[PATCH v1 1/2] mm/vmscan: balance demotion allocation in alloc_demote_folio()

Bing Jiao posted 2 patches 1 month ago
[PATCH v1 1/2] mm/vmscan: balance demotion allocation in alloc_demote_folio()
Posted by Bing Jiao 1 month ago
When the preferred demotion node does not have enough free space,
alloc_demote_folio() attempts to allocate from fallback nodes.
Currently, it lacks a mechanism to distribute these fallback allocations,
which can lead to unbalanced memory pressure across fallback nodes.

Balance the allocation by randomly selecting a new preferred node from
the fallback nodes if the initial allocation from the old preferred
node fails.

Signed-off-by: Bing Jiao <bingjiao@google.com>
---
 mm/vmscan.c | 5 +++++
 1 file changed, 5 insertions(+)

diff --git a/mm/vmscan.c b/mm/vmscan.c
index 81828fa625ed..db2413c4bd26 100644
--- a/mm/vmscan.c
+++ b/mm/vmscan.c
@@ -1009,6 +1009,11 @@ static struct folio *alloc_demote_folio(struct folio *src,
 	if (dst)
 		return dst;

+	/* Randomly select a node from fallback nodes for balanced allocation */
+	if (allowed_mask) {
+		mtc->nid = node_random(allowed_mask);
+		node_clear(mtc->nid, *allowed_mask);
+	}
 	mtc->gfp_mask &= ~__GFP_THISNODE;
 	mtc->nmask = allowed_mask;

--
2.52.0.358.g0dd7633a29-goog
Re: [PATCH v1 1/2] mm/vmscan: balance demotion allocation in alloc_demote_folio()
Posted by Donet Tom 1 month ago
On 1/7/26 12:58 PM, Bing Jiao wrote:
> When the preferred demotion node does not have enough free space,
> alloc_demote_folio() attempts to allocate from fallback nodes.
> Currently, it lacks a mechanism to distribute these fallback allocations,
> which can lead to unbalanced memory pressure across fallback nodes.
>
> Balance the allocation by randomly selecting a new preferred node from
> the fallback nodes if the initial allocation from the old preferred
> node fails.
>
> Signed-off-by: Bing Jiao <bingjiao@google.com>
> ---
>   mm/vmscan.c | 5 +++++
>   1 file changed, 5 insertions(+)
>
> diff --git a/mm/vmscan.c b/mm/vmscan.c
> index 81828fa625ed..db2413c4bd26 100644
> --- a/mm/vmscan.c
> +++ b/mm/vmscan.c
> @@ -1009,6 +1009,11 @@ static struct folio *alloc_demote_folio(struct folio *src,
>   	if (dst)
>   		return dst;
>
> +	/* Randomly select a node from fallback nodes for balanced allocation */
> +	if (allowed_mask) {
> +		mtc->nid = node_random(allowed_mask);


This random selection can cause allocations to fall back to distant 
memory even when the nearer demotion target has sufficient free memory, 
correct?

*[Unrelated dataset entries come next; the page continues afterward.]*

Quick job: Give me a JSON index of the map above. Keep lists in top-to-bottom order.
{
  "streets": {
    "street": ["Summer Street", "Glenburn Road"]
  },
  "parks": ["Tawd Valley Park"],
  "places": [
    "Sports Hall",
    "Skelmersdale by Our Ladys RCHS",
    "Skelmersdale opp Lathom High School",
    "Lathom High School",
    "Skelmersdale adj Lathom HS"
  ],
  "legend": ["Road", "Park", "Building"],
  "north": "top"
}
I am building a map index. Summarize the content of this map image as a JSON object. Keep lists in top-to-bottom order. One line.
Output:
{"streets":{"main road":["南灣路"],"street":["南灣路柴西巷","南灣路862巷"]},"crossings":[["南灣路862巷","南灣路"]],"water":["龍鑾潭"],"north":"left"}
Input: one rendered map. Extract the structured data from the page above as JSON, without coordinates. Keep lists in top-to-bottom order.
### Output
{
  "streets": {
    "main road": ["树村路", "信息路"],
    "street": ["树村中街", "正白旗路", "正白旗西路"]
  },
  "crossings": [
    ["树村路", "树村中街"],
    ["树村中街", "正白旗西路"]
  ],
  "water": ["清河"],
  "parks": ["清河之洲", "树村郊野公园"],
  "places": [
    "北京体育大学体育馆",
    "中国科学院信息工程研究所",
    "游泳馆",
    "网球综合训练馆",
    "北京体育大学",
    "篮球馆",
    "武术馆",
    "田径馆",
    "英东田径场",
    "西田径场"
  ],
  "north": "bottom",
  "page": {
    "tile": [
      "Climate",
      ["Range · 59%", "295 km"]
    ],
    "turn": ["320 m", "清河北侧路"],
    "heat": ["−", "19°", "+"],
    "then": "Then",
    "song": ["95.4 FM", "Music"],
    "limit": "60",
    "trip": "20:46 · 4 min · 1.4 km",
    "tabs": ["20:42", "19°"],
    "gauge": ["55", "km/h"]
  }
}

Could this also lead to increased promotion latency?


> +		node_clear(mtc->nid, *allowed_mask);
> +	}
>   	mtc->gfp_mask &= ~__GFP_THISNODE;
>   	mtc->nmask = allowed_mask;
>
> --
> 2.52.0.358.g0dd7633a29-goog
>
>
Re: [PATCH v1 1/2] mm/vmscan: balance demotion allocation in alloc_demote_folio()
Posted by Bing Jiao 1 month ago
On Thu, Jan 08, 2026 at 06:14:02PM +0530, Donet Tom wrote:
>
> On 1/7/26 12:58 PM, Bing Jiao wrote:
> > +	/* Randomly select a node from fallback nodes for balanced allocation */
> > +	if (allowed_mask) {
> > +		mtc->nid = node_random(allowed_mask);
>
>
> This random selection can cause allocations to fall back to distant memory
> even when the nearer demotion target has sufficient free memory, correct?
> Could this also lead to increased promotion latency?

Hi Donet,

Thanks for your questions.

Yes, the random selection could select a distant node and lead to
incresed promotion latency.

I just realized that the the fallback allocation should not weighted
by a single metric, such as node distance, capacity, free space.
We need a thoroughly study before changing alloc_demote_folio().

Best,
Bing
Re: [PATCH v1 1/2] mm/vmscan: balance demotion allocation in alloc_demote_folio()
Posted by Joshua Hahn 1 month ago
On Fri, 9 Jan 2026 23:45:57 +0000 Bing Jiao <bingjiao@google.com> wrote:

> On Thu, Jan 08, 2026 at 06:14:02PM +0530, Donet Tom wrote:
> >
> > On 1/7/26 12:58 PM, Bing Jiao wrote:
> > > +	/* Randomly select a node from fallback nodes for balanced allocation */
> > > +	if (allowed_mask) {
> > > +		mtc->nid = node_random(allowed_mask);
> >
> >
> > This random selection can cause allocations to fall back to distant memory
> > even when the nearer demotion target has sufficient free memory, correct?
> > Could this also lead to increased promotion latency?
> 
> Hi Donet,
> 
> Thanks for your questions.
> 
> Yes, the random selection could select a distant node and lead to
> incresed promotion latency.
> 
> I just realized that the the fallback allocation should not weighted
> by a single metric, such as node distance, capacity, free space.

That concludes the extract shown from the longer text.